My chambers will send Petitioner copies of all unreported cases cited in this Order.
It is undisputed that Petitioner did not raise a vagueness challenge to Count 14 on direct appeal. The only reason he advances for that failure is that Davis had not yet been decided. Petitioner's judgment of conviction was entered on April 3, 2019 and became final on April 17, 2019. See United States v. Williams, No. 07-CR-6032, 2019 WL 6170050, at *2 (W.D.N.Y. Nov. 18, 2019) (noting that judgment is final fourteen days after entry if defendant did not appeal) (citing Fed. R. App. P. 4(b) and 28 U.S.C. § 2255(f)(1)). While it is true that Davis was not decided by the Supreme Court until June 24, 2019, it had been fully briefed and in fact was argued on April 17, 2019. Moreover, Davis's predecessor, Johnson v. United States ("Johnson II"), 576 U.S. 591 (2015) - which found void for vagueness a provision of the Armed Career Criminal Act that was similarly worded to § 924(c)'s residual clause - had been decided, as had Sessions v. Dimaya, 138 S. Ct. 1204 (2018), which found the similarly worded 18 U.S.C. § 16(b) to be void for vagueness. Thus, "[m]any courts in this Circuit have found that defendants' failure to challenge their conviction pursuant to Johnson [II] on direct appeal precludes reliance on Davis in a collateral proceeding, because Johnson [II] provided all of the tools to construct a constitutional vagueness challenge to a conviction under the residual clause prior to Davis." United States v. McCarron, No. 15-CR-257, 2020 WL 2572197, at *5 (E.D.N.Y. May 20, 2020) (internal quotation marks omitted) (collecting cases); see Thorn, 659 F.3d at 233 (claim available where, by the time of petitioner's direct appeal, other defense attorneys had raised the argument); see also Vilar v. United States, No. 16-CV-5283, 2020 WL 85505, at * 2 (S.D.N.Y. Jan. 3, 2020) (assuming claim not reasonably available where no indication that Davis or Johnson was "even close to anybody's radar screen in 1987 or 1988").

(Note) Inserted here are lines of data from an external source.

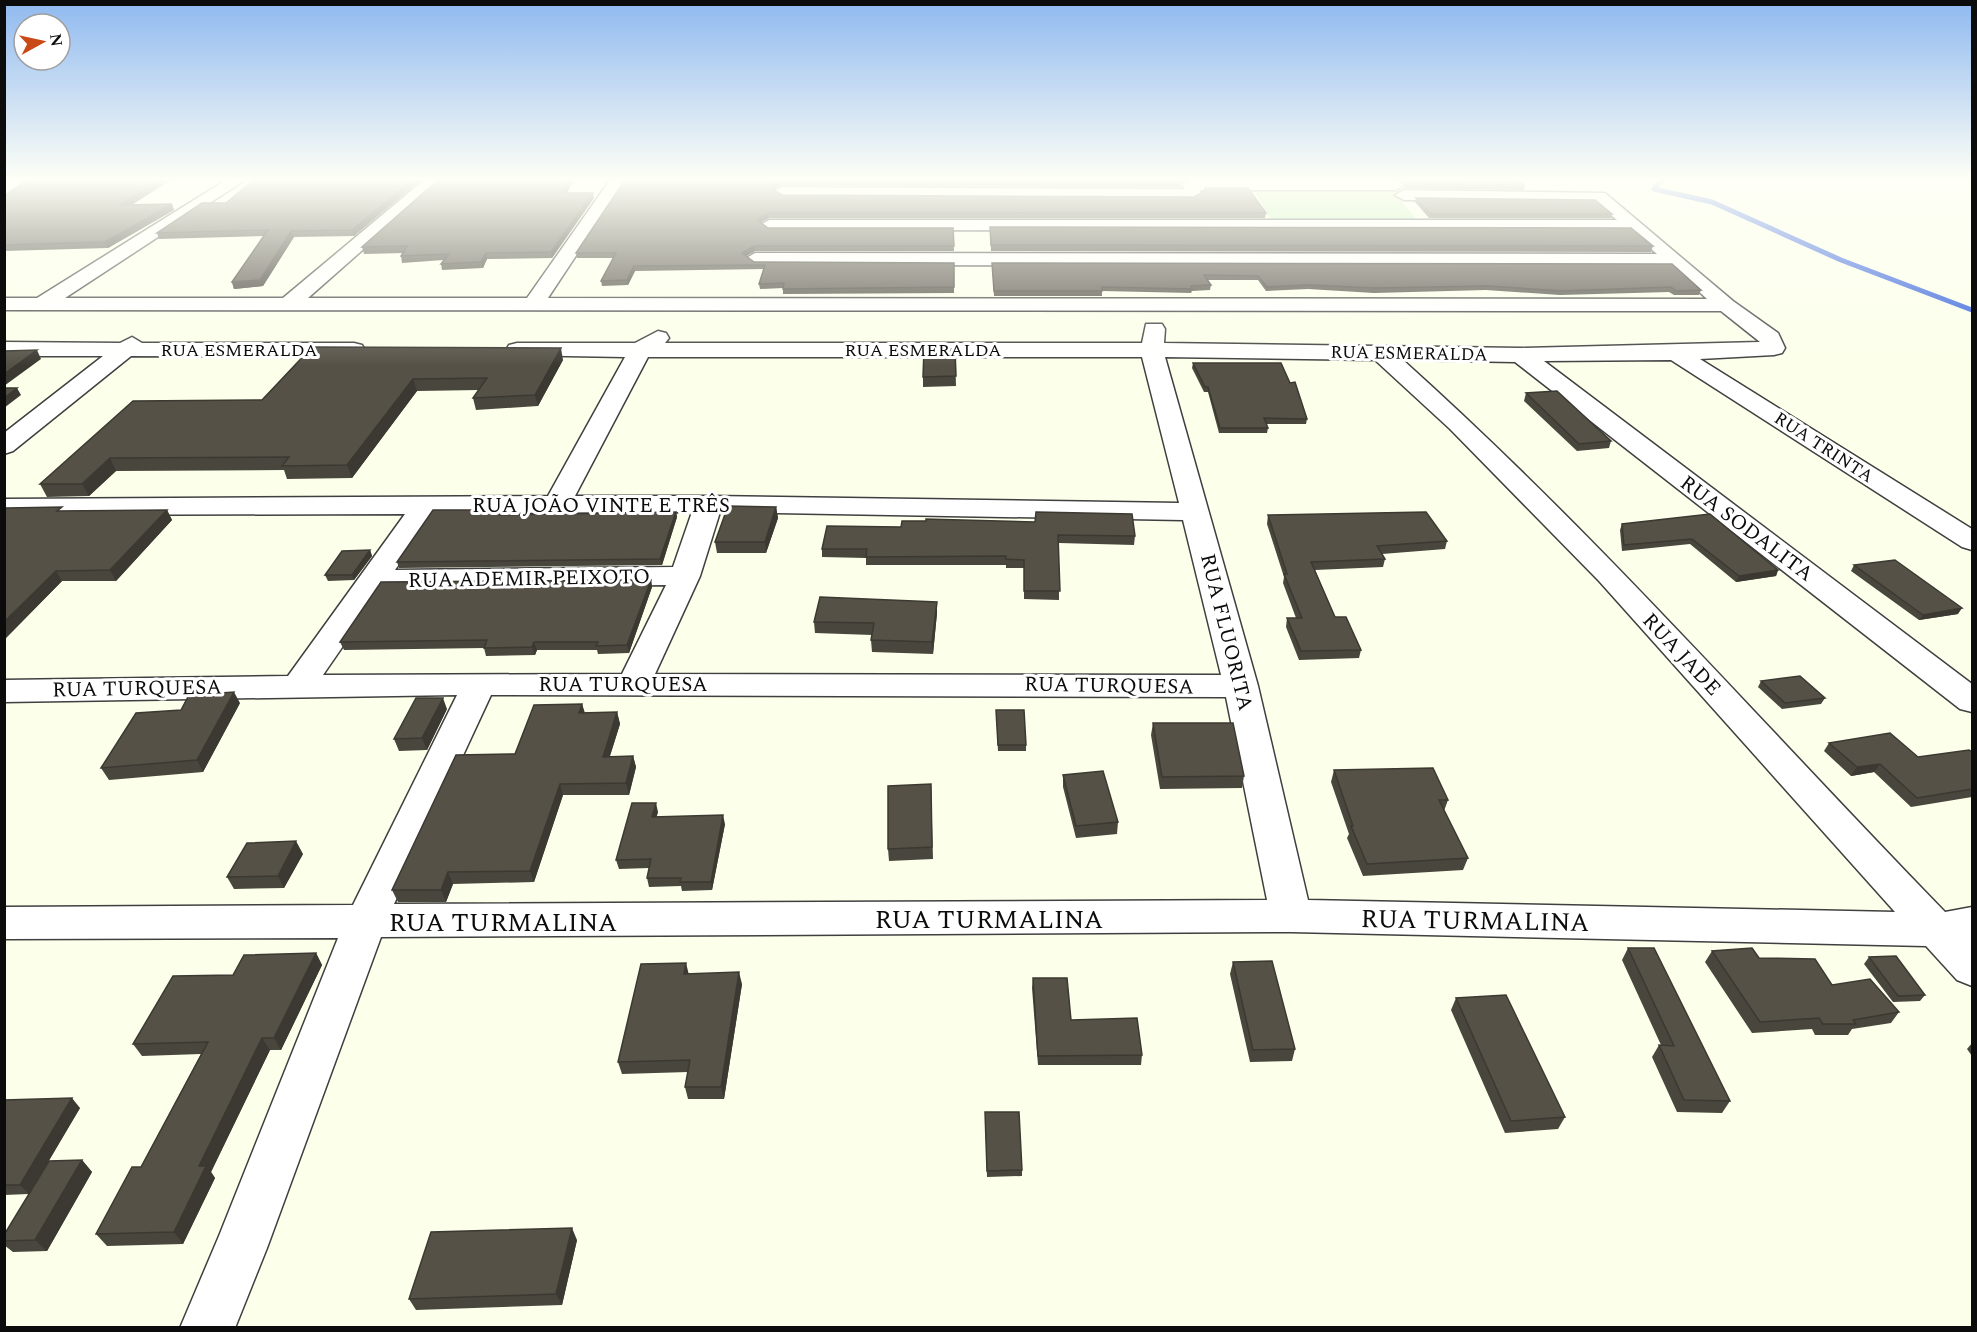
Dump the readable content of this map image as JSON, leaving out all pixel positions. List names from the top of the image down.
{
  "streets": {
    "street": [
      "RUA ESMERALDA",
      "RUA TRINTA",
      "RUA JOÃO VINTE E TRÊS",
      "RUA SODALITA",
      "RUA ADEMIR PEIXOTO",
      "RUA FLUORITA",
      "RUA JADE",
      "RUA TURQUESA",
      "RUA TURMALINA"
    ]
  },
  "crossings": [
    ["RUA ESMERALDA", "RUA TRINTA"],
    ["RUA ESMERALDA", "RUA SODALITA"],
    ["RUA ESMERALDA", "RUA FLUORITA"],
    ["RUA ESMERALDA", "RUA JADE"],
    ["RUA JOÃO VINTE E TRÊS", "RUA FLUORITA"],
    ["RUA FLUORITA", "RUA TURQUESA"],
    ["RUA FLUORITA", "RUA TURMALINA"],
    ["RUA JADE", "RUA TURMALINA"]
  ],
  "north": "right"
}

The vagueness challenge was therefore available. That the claim would have failed under controlling Circuit precedent at the time does not excuse the failure to preserve it or otherwise constitute cause. Bousley, 523 U.S. at 623 (internal quotation marks omitted); see Mizell v. United States, No. 19-CV-6849, 2020 WL 2216561, at *5 (S.D.N.Y. May 6, 2020).
Nor does the appellate waiver in Petitioner's plea agreement constitute "cause." See Garcia-Santos v. United States, 273 F.3d 506, 508 (2d Cir. 2001) (per curiam); United States v. Pipitone, 67 F.3d 34, 39 (2d Cir. 1995); Donato v. United States, No. 09-CV-5617, 2012 WL 4328368, at *3 (E.D.N.Y. Sept. 20, 2012).
Because Petitioner has not shown cause for his failure to raise the vagueness challenge to his conviction on Count 14, the claim is procedurally defaulted and the petition must be dismissed.
As there is no showing of cause, I need not address prejudice. See Pham v. Kirkpatrick, 209 F. Supp. 3d 497, 514 (N.D.N.Y. 2016), aff'd, 711 F. App'x 67 (2d Cir. 2018). Nor need I address actual innocence - which Petitioner does not claim and which he could not, given his admissions in his plea agreement, at his guilty plea and at his sentencing. See Papetti v. United States, No. 09-CV-3626, 2010 WL 3516245, at *8 (E.D.N.Y. Aug. 31, 2010) ("A federal habeas court is entitled to rely on statements made during an allocution even in the face of a later, contrary claim.") (internal quotation marks omitted).
II. Merits
I nevertheless reach the merits in an excess of caution.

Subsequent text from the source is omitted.